Collaborative Robust Design Optimization of Blade Geometry and Manufacturing Tolerance for a Transonic Centrifugal Impeller

Abstract

Abstract Turbomachinery components are inevitably subjected to various sources of manufacturing errors. The resultant variations in blade geometry eventually lead to performance degradation. This is especially true for transonic centrifugal compressor impellers where the complex interaction between the geometric variations and shock waves may amplify such degradation. However, relevant studies on uncertainty quantification or robust design optimization of centrifugal impellers are quite rare. The mechanisms of how the realistic manufacturing errors influence the impeller aerodynamic performance are not clear. In addition, most existing studies have considered a fixed level of manufacturing tolerance applied to the impeller blade surface, which neglects the combined effect of blade geometry and manufacturing tolerance on impeller performance. In this study, a collaborative robust design optimization was performed for a transonic centrifugal impeller considering realistic manufacturing errors. The realistic manufacturing error field was first modeled based on the measurements of 92 centrifugal impellers. With a combination of computational fluid dynamics simulation and the non-intrusive polynomial chaos method, the influence of manufacturing errors on impeller performance and flow field variations was quantified.

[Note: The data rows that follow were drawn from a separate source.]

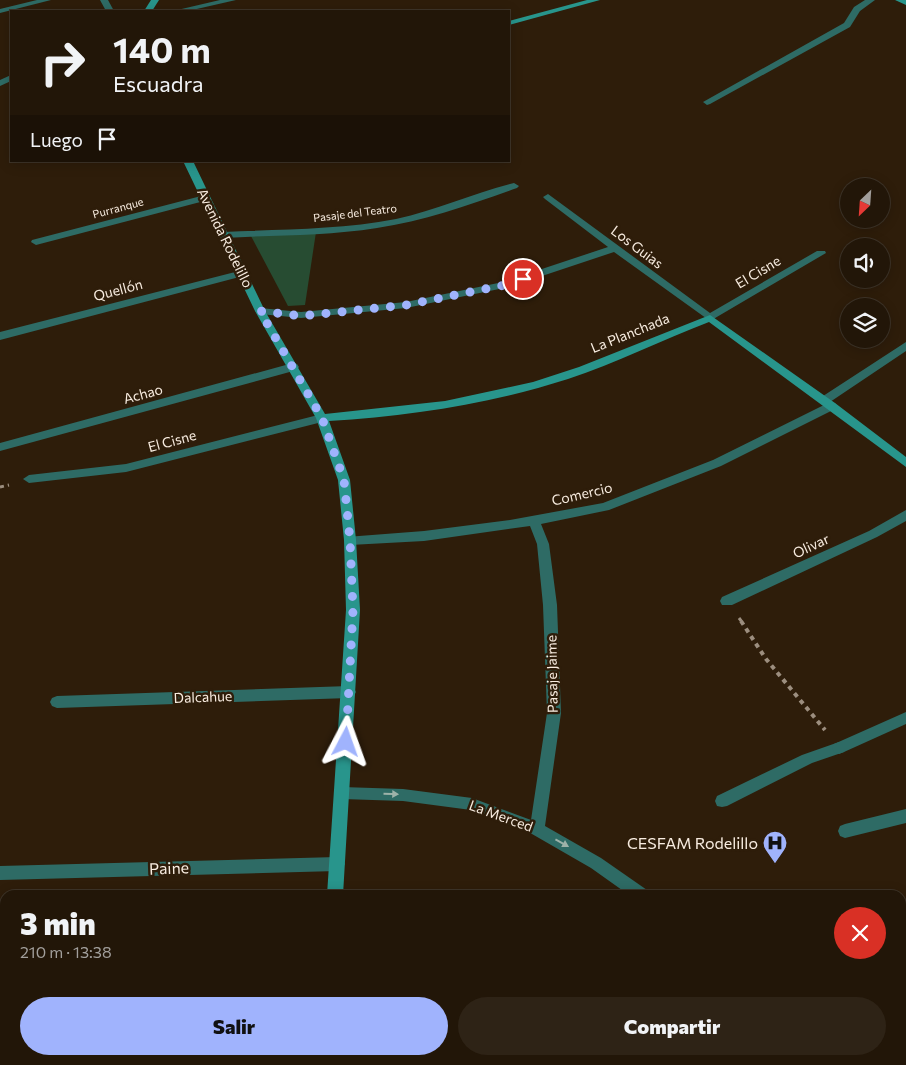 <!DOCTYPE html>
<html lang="es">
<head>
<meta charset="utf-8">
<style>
	body { margin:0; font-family:Commissioner,sans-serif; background:#2e2316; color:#f1f3f6; height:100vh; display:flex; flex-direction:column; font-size:19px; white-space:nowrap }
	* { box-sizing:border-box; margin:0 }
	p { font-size:16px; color:#a29f9c }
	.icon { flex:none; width:28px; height:28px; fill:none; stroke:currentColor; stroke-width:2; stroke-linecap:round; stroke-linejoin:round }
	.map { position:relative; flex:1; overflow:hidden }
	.sheet { position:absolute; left:0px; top:890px; width:906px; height:175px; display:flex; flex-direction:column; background:#221608; border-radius:15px 15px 0 0; box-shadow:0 2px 12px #0003,0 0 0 1px #3f3529 }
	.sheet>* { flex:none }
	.hud { position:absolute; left:10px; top:10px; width:500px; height:152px; border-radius:0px; box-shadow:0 2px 12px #0003,0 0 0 1px #3f3529; background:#221608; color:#f1f3f6; overflow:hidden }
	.needle { width:32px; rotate:205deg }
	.tools { position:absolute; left:840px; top:178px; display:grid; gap:10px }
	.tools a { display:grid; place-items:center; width:50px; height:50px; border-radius:50%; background:#221608; box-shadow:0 2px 12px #0003,0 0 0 1px #3f3529; font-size:25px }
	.pin { position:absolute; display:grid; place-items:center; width:42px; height:42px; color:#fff; margin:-21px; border:2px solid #fff; border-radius:50%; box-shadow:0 1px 5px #0007 }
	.me { position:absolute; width:55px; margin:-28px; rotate:4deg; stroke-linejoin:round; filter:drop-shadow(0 0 4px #0008) }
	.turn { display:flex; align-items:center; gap:18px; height:105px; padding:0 20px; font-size:22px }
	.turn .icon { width:65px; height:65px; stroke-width:2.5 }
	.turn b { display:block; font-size:35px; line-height:42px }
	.then { display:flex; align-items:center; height:48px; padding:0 20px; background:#0003; gap:10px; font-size:19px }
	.round { display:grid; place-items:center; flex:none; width:52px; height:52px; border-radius:26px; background:#2e2316 }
	.overview { display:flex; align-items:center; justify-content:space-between; height:85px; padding:0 20px }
	h1 { font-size:30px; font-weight:800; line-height:38px }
	.primary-button { display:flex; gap:10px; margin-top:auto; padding:10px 20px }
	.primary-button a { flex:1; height:58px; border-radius:30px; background:#a0b3fd; color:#111; font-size:20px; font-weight:800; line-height:58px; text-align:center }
	.primary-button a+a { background:#2e2316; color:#f1f3f6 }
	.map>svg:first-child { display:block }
</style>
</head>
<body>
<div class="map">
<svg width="906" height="1065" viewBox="0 0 906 1065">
	<rect width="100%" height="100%" fill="#2e1d0a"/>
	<!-- green -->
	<path fill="#274c32" d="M316,232L305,305L288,306L251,236Z"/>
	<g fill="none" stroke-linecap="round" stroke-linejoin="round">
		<!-- path-far1 -->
		<g stroke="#9c8e7f" stroke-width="3" stroke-dasharray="4 4" stroke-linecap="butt">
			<path d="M0,487L9,485"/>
			<path d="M739,618L742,622"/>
		</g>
		<!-- path -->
		<path stroke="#9c8e7f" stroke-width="4" stroke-dasharray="4.5 4.5" stroke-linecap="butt" d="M741,621L766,659L825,730"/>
		<!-- lane -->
		<g fill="#2e6b65" fill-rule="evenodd">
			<path d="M865,0H875L860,11L850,27L710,104L707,105L703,102L844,23L854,7Z"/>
			<path d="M839,742L844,744L846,748L844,752L812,763L727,806L722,807L717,806L715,801L717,796L802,755Z"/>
			<path d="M906,809V823L845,838L840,836L838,831L840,826L845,824Z"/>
		</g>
		<!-- street -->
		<g fill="#2e6b65" fill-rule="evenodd">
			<path d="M37,0H51L0,13V9Z"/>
			<path d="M100,0H108L114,11H106Z"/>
			<path d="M220,0H236L188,11H173Z"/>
			<path d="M11,75V81L0,86V80Z"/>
			<path d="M514,183L519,186L517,188C472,204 425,221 377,228C327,236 275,235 224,238L219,235L224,232C281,229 340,230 396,219C437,210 474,193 514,183Z"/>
			<path d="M548,194L710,313L817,251H825L826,253L710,321L614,252L509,287L406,308L301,318L260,314L255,311L260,308L301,312L406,302L503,282L608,247L545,199L543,197Z"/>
			<path d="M205,195L208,196V200L36,245L31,242L32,240Z"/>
			<path d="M243,270L247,271L248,273L247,275L0,340V332Z"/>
			<path d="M906,342V351L830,402L835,403L837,406L835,409L721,466L609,510L541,524L549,544L557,605L561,713L545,826L601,858L647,890L650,895H629L591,868L532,834L471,810L403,801L342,799L337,797L335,793L337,789L342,787L403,789L472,798L531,820L547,713L543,605L537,544L530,526L424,541L350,545L346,543L344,540L346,537L424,531L510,520L603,503L713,460L824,405L818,401L820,398Z"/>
			<path d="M293,363L297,364L299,367L297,370L0,451V443Z"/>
			<path d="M322,414L328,418L326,421L126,472L29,483L23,479L29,475L126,464Z"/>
			<path d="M906,510V521L877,537L732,605H722L720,601L722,597L869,531Z"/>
			<path d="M349,686L354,688L356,692L354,696L349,698L57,708L52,706L50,702L52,698L57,696Z"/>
			<path d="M906,712V724L844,752L839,754L834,752L832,748L834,744Z"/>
			<path d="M337,857L342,859L345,864L342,869L337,871L0,880V866Z"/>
			<path d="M469,1060H490L492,1065H471Z"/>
			<path d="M814,1060H833L835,1065H816Z"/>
		</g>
		<!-- secondary -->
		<g fill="#28958c" fill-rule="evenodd">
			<path d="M151,0H159L152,11H144Z"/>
			<path d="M587,0H600L509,25V21Z"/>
			<path d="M895,0H906V5Z"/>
			<path d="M183,161H193L265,311L325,414L445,401L533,382L579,367L710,315L835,403L906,457V467L709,322C662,340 616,363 568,379C490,404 410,416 329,421L350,480L356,540L360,610L343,895H327L346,610L344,540L338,480L316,418L255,311Z"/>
			<path d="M314,1060H330L329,1065H313Z"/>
		</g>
	</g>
	<!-- one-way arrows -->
	<defs><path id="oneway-solid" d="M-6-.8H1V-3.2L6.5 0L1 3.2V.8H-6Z" transform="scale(1.25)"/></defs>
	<g fill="#9db2a9">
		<use href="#oneway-solid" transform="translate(391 794) rotate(2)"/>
		<use href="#oneway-solid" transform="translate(562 843) rotate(29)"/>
	</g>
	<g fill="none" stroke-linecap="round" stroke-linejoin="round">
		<!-- route -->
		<path stroke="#a0b3fd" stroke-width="9" stroke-dasharray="0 16.2" d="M346,742L353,610L350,540L344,480L322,418L260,311L301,316L406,305L505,285L523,279"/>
	</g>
	<!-- icons -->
	<defs>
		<symbol id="hospital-pin" viewBox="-11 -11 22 30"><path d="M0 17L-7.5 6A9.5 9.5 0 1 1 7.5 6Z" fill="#a0b3fd" stroke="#2e1d0a"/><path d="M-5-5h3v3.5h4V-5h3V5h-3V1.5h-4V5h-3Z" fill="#111"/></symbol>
	</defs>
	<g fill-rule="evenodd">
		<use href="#hospital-pin" x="761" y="829" width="28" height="38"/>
	</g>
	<g text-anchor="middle" stroke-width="5" stroke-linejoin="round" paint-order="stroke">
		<!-- far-street labels -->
		<g font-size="11" fill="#f8ece0" stroke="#2e1d0a">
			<text transform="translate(118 208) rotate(-15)" y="4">Purranque</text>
			<text transform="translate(355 213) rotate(-7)" y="4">Pasaje del Teatro</text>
		</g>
		<!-- street labels -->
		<g font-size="14" fill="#f8ece0" stroke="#2e1d0a">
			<text transform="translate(225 238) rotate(64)" y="5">Avenida Rodelillo</text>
			<text transform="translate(637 247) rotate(37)" y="5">Los Guias</text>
			<text transform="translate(758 272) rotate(-31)" y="5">El Cisne</text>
			<text transform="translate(118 290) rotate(-15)" y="5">Quellón</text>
			<text transform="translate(630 333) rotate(-22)" y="5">La Planchada</text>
			<text transform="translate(143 394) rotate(-15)" y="5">Achao</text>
			<text transform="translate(172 441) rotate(-15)" y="5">El Cisne</text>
			<text transform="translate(582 494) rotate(-13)" y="5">Comercio</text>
			<text transform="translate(811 546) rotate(-25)" y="5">Olivar</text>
			<text transform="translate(552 674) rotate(-91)" y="5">Pasaje Jaime</text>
			<text transform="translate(203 697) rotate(-2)" y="5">Dalcahue</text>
			<text transform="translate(501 816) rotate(20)" y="5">La Merced</text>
		</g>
		<!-- near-poi labels -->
		<g font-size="16" fill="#f8ece0" stroke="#2e1d0a" text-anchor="end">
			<text x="758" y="849">CESFAM Rodelillo</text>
		</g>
		<!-- near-street labels -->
		<g font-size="16" fill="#f8ece0" stroke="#2e1d0a">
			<text transform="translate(169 868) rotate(-2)" y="6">Paine</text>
		</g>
	</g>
</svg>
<div class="tools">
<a><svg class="needle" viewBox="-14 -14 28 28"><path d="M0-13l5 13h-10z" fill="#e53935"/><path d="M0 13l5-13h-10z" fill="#a29f9c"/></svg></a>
<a><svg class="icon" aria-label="sound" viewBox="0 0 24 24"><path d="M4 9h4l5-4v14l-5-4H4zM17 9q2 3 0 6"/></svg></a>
<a><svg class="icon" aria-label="layers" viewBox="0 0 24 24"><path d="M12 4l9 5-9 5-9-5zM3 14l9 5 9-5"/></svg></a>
</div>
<div class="pin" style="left:523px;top:279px;background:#d93025"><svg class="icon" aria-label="arrive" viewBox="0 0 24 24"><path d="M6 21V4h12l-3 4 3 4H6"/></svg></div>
<svg class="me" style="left:346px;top:742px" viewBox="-20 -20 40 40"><path d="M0-17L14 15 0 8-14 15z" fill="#a0b3fd" stroke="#fff" stroke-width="4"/></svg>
<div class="hud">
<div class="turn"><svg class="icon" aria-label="right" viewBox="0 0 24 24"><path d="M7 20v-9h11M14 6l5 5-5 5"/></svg><div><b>140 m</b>Escuadra</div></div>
<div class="then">Luego<svg class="icon" aria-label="arrive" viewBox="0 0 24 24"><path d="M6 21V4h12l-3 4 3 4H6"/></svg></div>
</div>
<section class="sheet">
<div class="overview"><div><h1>3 min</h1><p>210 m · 13:38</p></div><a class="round" style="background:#d93025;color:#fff"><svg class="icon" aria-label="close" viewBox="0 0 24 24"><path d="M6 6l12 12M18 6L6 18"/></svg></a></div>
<div class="primary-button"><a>Salir</a><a>Compartir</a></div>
</section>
</div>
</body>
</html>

To save computational costs for the uncertainty quantification, a dual dimensionality reduction method was proposed to reduce the dimensionality of uncertainties. Finally, blade angles and the manufacturing tolerance of the impeller were collaboratively optimized to enhance the impeller performance robustness against manufacturing errors. The results show that the impeller aerodynamic performance exhibited a downward trend in the presence of manufacturing errors. The flow mechanisms responsible for this trend were mainly associated with increased intensity of the shock waves near the inducer blade tip. Such shock waves were significantly alleviated by reducing impeller inlet blade angles without the loss of pressure rise capability. Consequently, the impeller performance robustness against manufacturing errors was enhanced with the standard deviation of polytropic efficiency being reduced by 35% at a lower anticipated manufacturing cost due to increased tolerance allowance.